Олаф понимал, что Владимир признал эту суровую действительность, и все угрозы молодого князя, его надменность, рассуждения о княжеской чести и перемирии, — ятра Одина, это говорил человек, совсем недавно штурмовавший крепость, принадлежащую отцу девушки, которую он затем взял силой в жёны. Ярополк, родной брат и соперник Владимира, должен был умереть, иначе он всегда оставался бы угрозой, настоящей или мнимой, и однажды мог бы попробовать вернуть власть снова.

Никакие доводы не смягчили Владимира, который после убийства брата повернулся спиной к своему другу — Вороньей Кости.

— Мы достаточно повоевали за Владимира, — негромко произнес Орм, выходя из тени наполовину освещенной комнаты. — Перемирие и соглашение между братьями положило конец их вражде, и в этот момент ты раскроил топором череп Ярополка, прямо между глаз.

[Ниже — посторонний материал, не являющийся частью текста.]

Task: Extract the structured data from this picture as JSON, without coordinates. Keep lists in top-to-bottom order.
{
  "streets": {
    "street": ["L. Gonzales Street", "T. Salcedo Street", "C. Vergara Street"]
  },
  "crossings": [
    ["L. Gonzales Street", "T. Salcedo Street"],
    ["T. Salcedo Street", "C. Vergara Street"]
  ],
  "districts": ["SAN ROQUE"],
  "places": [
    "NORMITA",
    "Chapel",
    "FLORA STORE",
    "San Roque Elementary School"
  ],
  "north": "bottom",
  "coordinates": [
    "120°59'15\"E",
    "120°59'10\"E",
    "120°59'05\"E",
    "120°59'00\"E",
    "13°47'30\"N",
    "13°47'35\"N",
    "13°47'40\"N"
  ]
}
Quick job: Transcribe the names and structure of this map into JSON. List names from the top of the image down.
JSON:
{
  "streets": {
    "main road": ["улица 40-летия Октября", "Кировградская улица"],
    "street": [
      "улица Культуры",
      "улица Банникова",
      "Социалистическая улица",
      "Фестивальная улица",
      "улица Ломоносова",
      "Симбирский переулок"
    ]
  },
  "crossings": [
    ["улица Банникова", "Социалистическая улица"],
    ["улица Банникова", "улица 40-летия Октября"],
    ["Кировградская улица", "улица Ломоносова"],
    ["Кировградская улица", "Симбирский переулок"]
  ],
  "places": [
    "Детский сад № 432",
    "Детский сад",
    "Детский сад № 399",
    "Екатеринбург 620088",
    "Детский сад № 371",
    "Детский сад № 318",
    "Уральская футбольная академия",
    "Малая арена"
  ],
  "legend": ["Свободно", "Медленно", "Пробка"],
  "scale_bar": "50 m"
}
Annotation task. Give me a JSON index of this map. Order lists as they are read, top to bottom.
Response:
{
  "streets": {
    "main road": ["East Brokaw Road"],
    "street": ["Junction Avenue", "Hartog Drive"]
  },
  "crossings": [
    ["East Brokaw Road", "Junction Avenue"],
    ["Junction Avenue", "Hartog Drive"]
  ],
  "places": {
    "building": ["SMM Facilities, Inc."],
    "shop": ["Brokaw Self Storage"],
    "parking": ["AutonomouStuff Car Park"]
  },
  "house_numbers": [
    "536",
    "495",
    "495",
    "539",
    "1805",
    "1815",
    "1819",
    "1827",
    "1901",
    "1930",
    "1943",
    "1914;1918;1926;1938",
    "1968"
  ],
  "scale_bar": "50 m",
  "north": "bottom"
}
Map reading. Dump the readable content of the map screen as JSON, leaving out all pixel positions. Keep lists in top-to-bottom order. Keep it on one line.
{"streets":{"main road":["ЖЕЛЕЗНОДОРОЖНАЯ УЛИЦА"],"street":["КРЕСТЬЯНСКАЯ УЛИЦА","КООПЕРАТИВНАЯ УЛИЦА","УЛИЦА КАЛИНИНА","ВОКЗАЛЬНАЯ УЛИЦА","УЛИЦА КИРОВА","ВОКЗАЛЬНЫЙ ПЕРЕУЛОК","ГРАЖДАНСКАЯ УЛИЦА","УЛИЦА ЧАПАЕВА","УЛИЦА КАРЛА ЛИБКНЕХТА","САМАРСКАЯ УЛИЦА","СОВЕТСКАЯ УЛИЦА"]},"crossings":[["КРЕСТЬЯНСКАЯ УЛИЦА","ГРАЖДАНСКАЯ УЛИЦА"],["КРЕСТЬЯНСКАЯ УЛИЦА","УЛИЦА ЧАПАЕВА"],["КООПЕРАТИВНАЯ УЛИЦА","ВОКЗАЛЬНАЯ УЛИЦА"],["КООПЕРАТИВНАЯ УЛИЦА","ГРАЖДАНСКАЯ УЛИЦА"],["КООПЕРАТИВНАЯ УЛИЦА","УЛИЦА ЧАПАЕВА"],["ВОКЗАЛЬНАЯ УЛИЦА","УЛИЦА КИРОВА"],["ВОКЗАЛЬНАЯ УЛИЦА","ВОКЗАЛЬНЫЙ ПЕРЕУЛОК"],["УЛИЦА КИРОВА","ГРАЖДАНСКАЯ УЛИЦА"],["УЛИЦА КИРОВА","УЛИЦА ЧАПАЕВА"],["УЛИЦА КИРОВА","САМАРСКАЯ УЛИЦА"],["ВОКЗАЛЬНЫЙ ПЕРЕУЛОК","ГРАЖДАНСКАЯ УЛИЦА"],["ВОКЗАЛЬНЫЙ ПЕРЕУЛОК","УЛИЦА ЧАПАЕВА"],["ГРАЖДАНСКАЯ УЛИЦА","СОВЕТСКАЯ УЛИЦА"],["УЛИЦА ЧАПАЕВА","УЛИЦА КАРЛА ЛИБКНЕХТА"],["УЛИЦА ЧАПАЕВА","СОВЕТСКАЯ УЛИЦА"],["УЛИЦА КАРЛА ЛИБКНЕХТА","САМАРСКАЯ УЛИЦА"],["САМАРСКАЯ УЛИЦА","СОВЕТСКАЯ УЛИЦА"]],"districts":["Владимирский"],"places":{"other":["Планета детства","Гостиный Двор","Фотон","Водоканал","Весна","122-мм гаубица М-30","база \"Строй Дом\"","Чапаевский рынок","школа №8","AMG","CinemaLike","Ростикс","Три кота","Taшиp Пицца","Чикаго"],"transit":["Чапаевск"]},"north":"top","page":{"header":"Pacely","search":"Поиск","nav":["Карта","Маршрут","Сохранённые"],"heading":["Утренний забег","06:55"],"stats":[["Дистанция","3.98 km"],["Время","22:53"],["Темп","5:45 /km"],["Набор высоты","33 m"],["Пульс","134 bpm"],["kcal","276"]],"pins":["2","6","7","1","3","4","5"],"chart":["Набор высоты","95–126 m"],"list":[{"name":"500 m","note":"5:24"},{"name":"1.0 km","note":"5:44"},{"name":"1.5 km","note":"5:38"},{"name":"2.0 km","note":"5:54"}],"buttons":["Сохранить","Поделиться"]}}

Но обида Владимира была скорее лицемерием, считал Воронья Кость. На самом деле князь Владимир остался доволен смертью брата, он сам, рано или поздно, нашел бы способ избавиться от соперника, и Воронья Кость помог ему своим топором, разом решив за князя это сложное дело.

Но настоящей причиной немилости Киевского князя была зависть, ведь воины прославляли имя Вороньей Кости почти так же часто, как и имя самого Владимира, и так не могло долго продолжаться. Это просто ход в игре королей.

Воронья Кость перевел хмурый взгляд на Убийцу Медведя, легендарного ярла Обетного Братства, — Олаф был одним из побратимов; Орм был его ярлом, и Воронья Кость должен подчиняться, что постоянно терзало юношу и не давало ему покоя. Воронья Кость многим был обязан Орму, главным образом, тем, что именно Орм освободил его от рабства.

С тех пор прошло восемь лет. Мальчик, освобожденный Ормом, превратился в высокого, статного юношу, его тело ещё наливались силой, широкоплечий, с длинными толстыми косами, увенчанными серебряными кольцами и монетами, на лице уже начала пробиваться настоящая борода. Блестящие глаза оставались те же, — разного цвета, — один голубой, как старый лёд, другой — орехово-коричневый, губы — слегка капризные, словно у ребёнка.

— Владимир не смог бы править, пока жив его брат, как и я не смог бы пёрнуть серебром, — ответил Воронья Кость, внезапно надув щеки, а затем выдохнул. — Со временем он всё хорошенько обдумает и ещё поблагодарит меня.

— О да, он и так достаточно благодарен тебе, — возразил Финн, усаживаясь на край лавки. — Но вряд ли простит.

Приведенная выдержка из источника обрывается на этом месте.